Large updating query

List overview All Threads
Download

newer

older

REST questions

Working with indices

Huib Verweij

29 Oct 2010 29 Oct '10

11:23 a.m.

Hi BaseX-ers,

I'm running into an out-of-memory error when running an updating query over (almost) every document in the database.

Every doc has the form

I am reordering the elements in every <entry/> element in every document (e.g. <node1/><node2/><node3/>). The query is easy enough to write, it reorders the elements in every <entry/> and replaces the <entry/> in the document with the reordered <entry/>. It works for just one document, but as I said, the db keels over when applying the query to every document. (I am not using any doc() function by the way, just matching on the top level <root/> node.)
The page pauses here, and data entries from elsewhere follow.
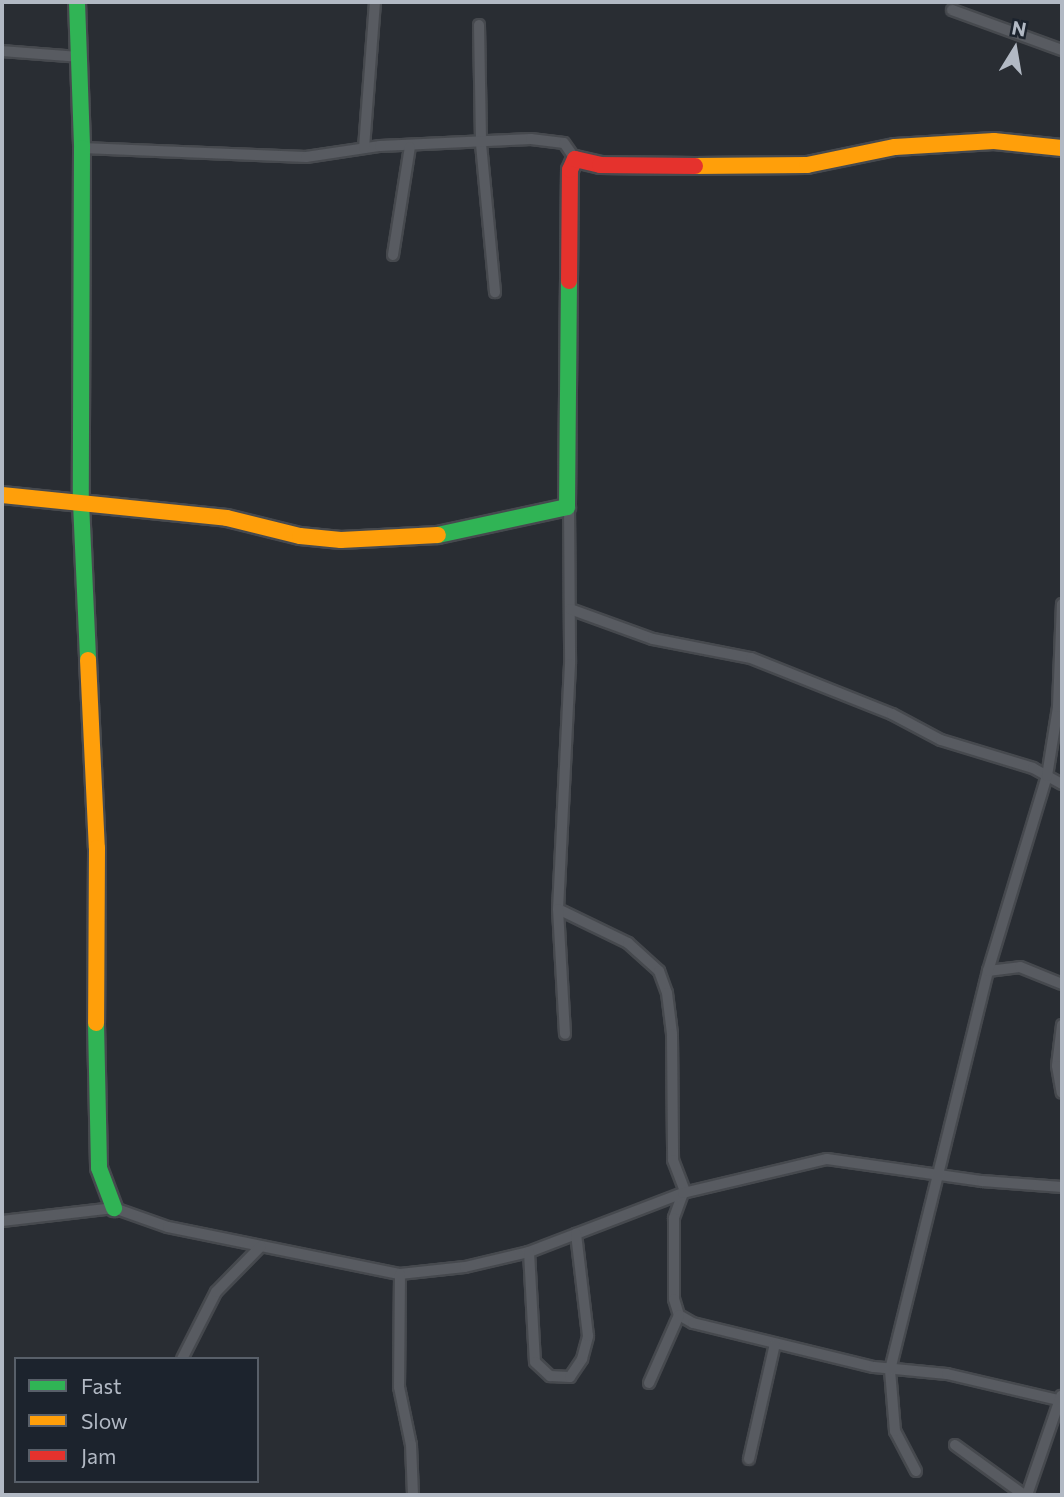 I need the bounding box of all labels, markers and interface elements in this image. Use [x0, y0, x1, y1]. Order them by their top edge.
north arrow [980, 14, 1050, 84]
text: N [1010, 15, 1028, 41]
legend [14, 1357, 259, 1483]
text: Fast [81, 1373, 122, 1398]
text: Slow [81, 1408, 128, 1433]
text: Jam [81, 1443, 116, 1468] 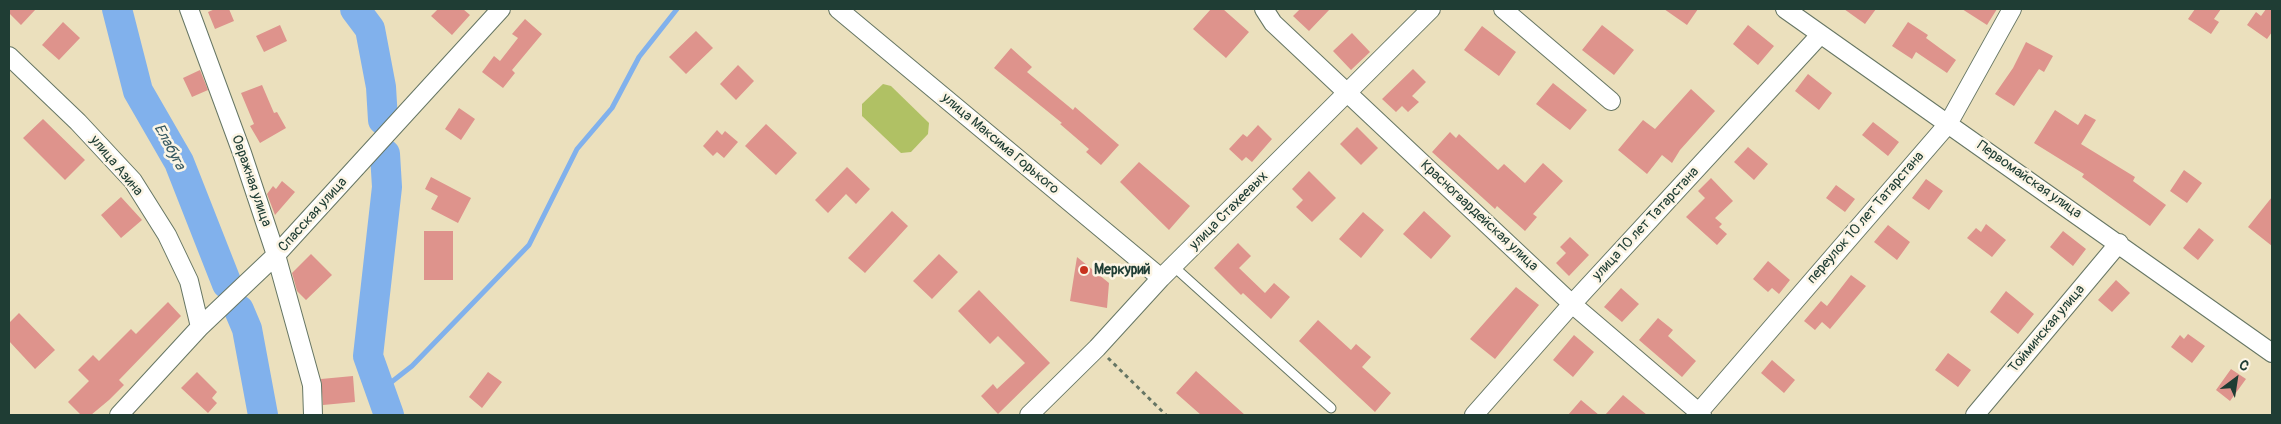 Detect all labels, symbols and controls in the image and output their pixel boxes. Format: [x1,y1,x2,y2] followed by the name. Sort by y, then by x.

Do you have a suggestion how I could make this work? I've looked at the documentation on the BaseX website about XQuery Update, but frankly, I do not really understand the bit about documents not being updated, I just select a node from the database, update it, works fine... I must be missing something... (the point probably ;-)).

I am using the basex REST api.

Huib Verweij.

Show replies by date

Christian Grün

29 Oct 29 Oct

11:34 a.m.

Huib,

thanks for your mail. Our XQUF expert is currently on vacation, so it might take a while until this will be looked at. Apart from that, how does your query look like? And... ideally... could you provide us with an example that allows us to reproduce the problem?

All the best, Christian

PS: The index build problem you mentioned earlier should have been fixed with 6.3. I managed to build text and attribute indexes for 2 GB XML instances with 50 MB RAM.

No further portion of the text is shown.